DATASET Start Marker

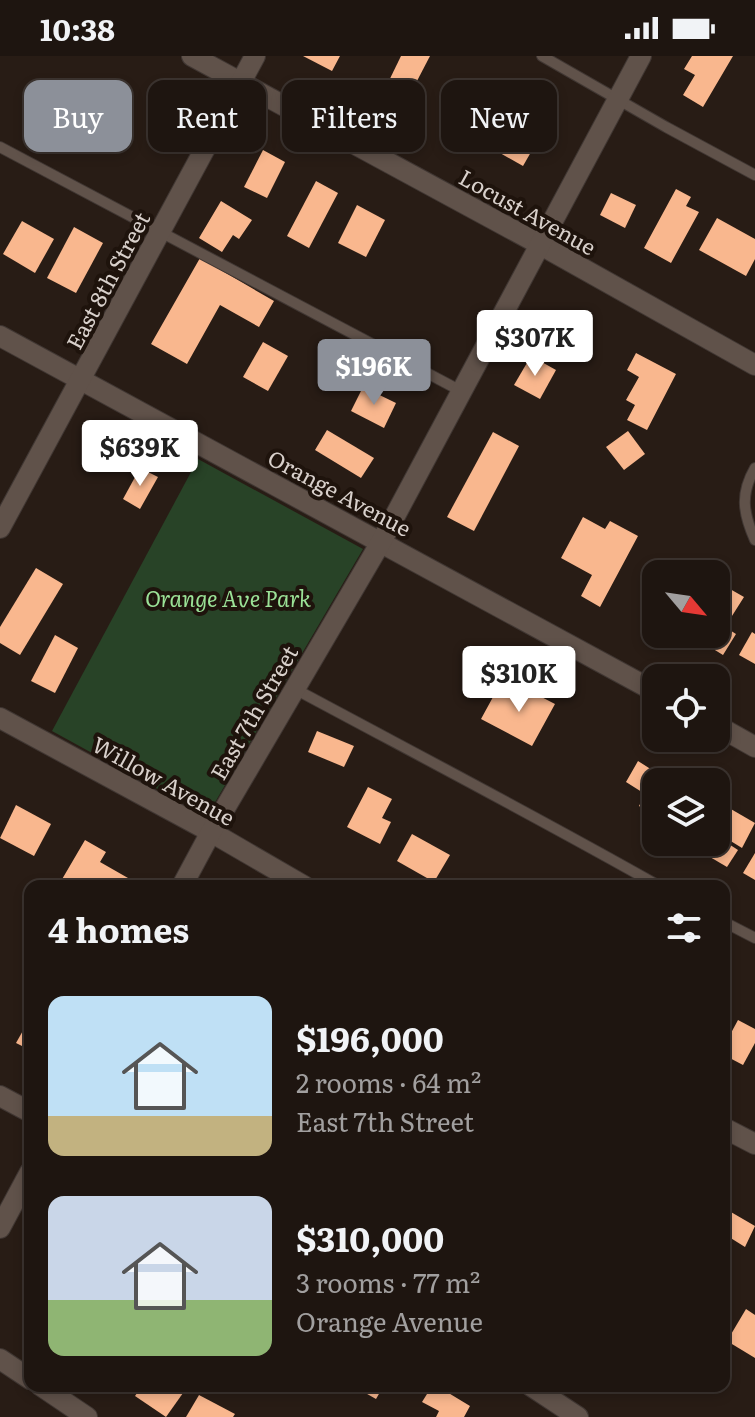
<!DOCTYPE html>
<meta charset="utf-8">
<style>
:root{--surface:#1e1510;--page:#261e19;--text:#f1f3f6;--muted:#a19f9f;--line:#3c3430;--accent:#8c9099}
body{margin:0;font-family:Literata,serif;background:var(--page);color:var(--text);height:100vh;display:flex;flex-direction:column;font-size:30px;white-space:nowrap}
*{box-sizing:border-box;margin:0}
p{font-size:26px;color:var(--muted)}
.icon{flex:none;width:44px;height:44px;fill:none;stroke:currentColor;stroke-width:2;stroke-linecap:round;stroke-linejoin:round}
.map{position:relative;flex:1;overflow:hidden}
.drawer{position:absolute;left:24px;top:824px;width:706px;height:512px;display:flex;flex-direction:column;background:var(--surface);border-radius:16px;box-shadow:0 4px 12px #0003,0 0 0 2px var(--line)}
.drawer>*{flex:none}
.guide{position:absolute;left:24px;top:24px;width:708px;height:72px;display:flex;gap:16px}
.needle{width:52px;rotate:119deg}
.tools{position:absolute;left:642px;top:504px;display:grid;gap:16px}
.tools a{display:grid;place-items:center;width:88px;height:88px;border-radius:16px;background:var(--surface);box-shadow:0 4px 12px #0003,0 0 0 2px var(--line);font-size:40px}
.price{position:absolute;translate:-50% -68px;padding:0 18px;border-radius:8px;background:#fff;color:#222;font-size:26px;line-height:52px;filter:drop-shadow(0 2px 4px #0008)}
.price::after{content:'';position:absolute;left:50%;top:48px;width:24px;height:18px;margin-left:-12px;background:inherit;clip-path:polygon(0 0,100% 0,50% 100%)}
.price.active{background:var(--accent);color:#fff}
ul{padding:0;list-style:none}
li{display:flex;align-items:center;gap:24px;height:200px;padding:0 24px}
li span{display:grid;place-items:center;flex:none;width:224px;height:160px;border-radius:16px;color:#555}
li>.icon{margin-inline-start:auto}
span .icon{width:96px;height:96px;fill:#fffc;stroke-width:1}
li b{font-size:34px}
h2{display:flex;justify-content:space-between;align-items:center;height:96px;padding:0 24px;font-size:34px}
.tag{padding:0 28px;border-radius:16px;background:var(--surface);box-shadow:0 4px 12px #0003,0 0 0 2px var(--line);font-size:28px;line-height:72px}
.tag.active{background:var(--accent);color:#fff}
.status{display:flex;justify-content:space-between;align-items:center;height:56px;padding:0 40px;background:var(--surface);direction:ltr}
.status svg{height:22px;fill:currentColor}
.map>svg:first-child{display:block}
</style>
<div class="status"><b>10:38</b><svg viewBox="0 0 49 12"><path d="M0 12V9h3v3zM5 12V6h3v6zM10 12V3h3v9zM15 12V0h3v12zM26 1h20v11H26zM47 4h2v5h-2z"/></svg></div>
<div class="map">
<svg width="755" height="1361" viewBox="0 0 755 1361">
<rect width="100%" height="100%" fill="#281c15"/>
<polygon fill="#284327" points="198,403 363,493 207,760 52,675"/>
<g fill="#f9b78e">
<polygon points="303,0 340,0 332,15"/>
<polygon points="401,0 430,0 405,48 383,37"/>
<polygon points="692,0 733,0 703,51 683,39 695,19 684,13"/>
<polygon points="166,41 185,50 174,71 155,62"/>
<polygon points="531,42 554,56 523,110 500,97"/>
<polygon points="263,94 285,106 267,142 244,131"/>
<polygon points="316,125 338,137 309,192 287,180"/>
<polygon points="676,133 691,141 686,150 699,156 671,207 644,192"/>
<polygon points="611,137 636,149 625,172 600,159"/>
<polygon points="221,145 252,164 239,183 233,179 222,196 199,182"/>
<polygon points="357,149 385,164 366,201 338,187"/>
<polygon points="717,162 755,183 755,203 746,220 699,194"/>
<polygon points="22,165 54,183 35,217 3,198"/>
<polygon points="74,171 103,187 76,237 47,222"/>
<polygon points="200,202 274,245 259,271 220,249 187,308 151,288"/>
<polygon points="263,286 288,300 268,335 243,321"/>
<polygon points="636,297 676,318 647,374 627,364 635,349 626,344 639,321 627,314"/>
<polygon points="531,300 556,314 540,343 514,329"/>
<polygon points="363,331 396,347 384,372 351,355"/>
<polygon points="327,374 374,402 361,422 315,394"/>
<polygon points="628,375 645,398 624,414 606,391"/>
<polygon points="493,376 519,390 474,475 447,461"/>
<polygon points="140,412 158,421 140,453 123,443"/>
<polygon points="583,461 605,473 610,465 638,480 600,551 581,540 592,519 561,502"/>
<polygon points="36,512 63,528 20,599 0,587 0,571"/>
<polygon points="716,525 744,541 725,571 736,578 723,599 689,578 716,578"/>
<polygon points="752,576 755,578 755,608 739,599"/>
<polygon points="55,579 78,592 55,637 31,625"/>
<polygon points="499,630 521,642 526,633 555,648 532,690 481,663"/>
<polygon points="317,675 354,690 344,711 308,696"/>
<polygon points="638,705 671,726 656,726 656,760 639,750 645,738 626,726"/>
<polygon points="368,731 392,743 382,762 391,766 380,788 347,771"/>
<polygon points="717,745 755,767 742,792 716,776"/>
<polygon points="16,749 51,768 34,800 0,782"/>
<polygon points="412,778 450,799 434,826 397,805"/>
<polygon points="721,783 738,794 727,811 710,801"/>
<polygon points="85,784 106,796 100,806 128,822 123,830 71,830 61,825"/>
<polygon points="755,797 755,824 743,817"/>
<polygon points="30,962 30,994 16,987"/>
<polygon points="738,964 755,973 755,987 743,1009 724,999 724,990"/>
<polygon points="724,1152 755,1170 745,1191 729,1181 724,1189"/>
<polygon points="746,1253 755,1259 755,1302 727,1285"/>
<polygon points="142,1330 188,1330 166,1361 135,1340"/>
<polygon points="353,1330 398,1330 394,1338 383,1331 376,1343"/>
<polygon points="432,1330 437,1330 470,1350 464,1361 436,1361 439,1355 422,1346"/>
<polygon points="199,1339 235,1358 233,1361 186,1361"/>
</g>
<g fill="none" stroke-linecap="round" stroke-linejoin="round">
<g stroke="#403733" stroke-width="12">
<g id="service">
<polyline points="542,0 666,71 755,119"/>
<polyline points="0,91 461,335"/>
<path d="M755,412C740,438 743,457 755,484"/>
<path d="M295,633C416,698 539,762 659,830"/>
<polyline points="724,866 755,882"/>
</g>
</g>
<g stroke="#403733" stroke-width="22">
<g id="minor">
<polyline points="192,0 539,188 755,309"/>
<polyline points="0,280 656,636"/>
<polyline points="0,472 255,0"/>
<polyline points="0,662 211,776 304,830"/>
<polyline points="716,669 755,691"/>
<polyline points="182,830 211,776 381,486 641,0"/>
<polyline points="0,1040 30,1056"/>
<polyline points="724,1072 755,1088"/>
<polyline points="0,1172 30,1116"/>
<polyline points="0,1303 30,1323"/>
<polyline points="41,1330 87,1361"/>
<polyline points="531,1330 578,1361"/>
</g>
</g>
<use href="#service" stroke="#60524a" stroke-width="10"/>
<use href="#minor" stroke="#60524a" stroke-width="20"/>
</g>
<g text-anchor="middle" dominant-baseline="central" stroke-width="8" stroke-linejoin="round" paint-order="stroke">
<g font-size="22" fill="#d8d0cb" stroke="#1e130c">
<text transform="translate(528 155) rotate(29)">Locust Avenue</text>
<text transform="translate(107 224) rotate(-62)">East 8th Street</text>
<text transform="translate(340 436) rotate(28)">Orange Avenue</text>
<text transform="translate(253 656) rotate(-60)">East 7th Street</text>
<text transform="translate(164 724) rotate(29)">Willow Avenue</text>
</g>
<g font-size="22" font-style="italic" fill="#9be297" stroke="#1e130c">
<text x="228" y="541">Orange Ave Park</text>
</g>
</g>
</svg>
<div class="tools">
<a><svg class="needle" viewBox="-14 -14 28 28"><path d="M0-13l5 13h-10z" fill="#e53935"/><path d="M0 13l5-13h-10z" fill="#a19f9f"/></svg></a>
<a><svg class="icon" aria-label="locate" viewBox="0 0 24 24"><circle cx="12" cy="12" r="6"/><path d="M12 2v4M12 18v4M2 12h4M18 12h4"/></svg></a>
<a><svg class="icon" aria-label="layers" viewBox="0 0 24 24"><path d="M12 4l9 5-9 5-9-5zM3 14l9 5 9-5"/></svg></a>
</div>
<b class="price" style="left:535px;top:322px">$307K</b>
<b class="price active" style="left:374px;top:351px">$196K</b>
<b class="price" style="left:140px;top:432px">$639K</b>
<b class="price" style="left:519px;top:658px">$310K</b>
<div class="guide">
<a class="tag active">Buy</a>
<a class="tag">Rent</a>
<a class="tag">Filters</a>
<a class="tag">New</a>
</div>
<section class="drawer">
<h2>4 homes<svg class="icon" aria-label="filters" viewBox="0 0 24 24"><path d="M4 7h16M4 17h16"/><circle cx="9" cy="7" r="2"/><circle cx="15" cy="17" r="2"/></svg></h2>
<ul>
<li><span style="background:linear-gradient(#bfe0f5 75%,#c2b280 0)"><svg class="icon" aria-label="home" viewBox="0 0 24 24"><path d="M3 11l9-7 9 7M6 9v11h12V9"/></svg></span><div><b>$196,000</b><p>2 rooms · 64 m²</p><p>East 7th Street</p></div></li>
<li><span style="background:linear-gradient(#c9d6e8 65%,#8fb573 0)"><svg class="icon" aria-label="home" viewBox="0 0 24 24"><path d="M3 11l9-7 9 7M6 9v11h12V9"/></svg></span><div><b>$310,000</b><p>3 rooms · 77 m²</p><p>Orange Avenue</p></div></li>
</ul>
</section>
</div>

DATASET End Marker

ABOUT THIS TASK:
Each line of the data that holds "absolute" should be reported.

SOLVED PROBLEM:
.drawer{position:absolute;left:24px;top:824px;width:706px;height:512px;display:flex;flex-direction:column;background:var(--surface);border-radius:16px;box-shadow:0 4px 12px #0003,0 0 0 2px var(--line)}
.guide{position:absolute;left:24px;top:24px;width:708px;height:72px;display:flex;gap:16px}
.tools{position:absolute;left:642px;top:504px;display:grid;gap:16px}
.price{position:absolute;translate:-50% -68px;padding:0 18px;border-radius:8px;background:#fff;color:#222;font-size:26px;line-height:52px;filter:drop-shadow(0 2px 4px #0008)}
.price::after{content:'';position:absolute;left:50%;top:48px;width:24px;height:18px;margin-left:-12px;background:inherit;clip-path:polygon(0 0,100% 0,50% 100%)}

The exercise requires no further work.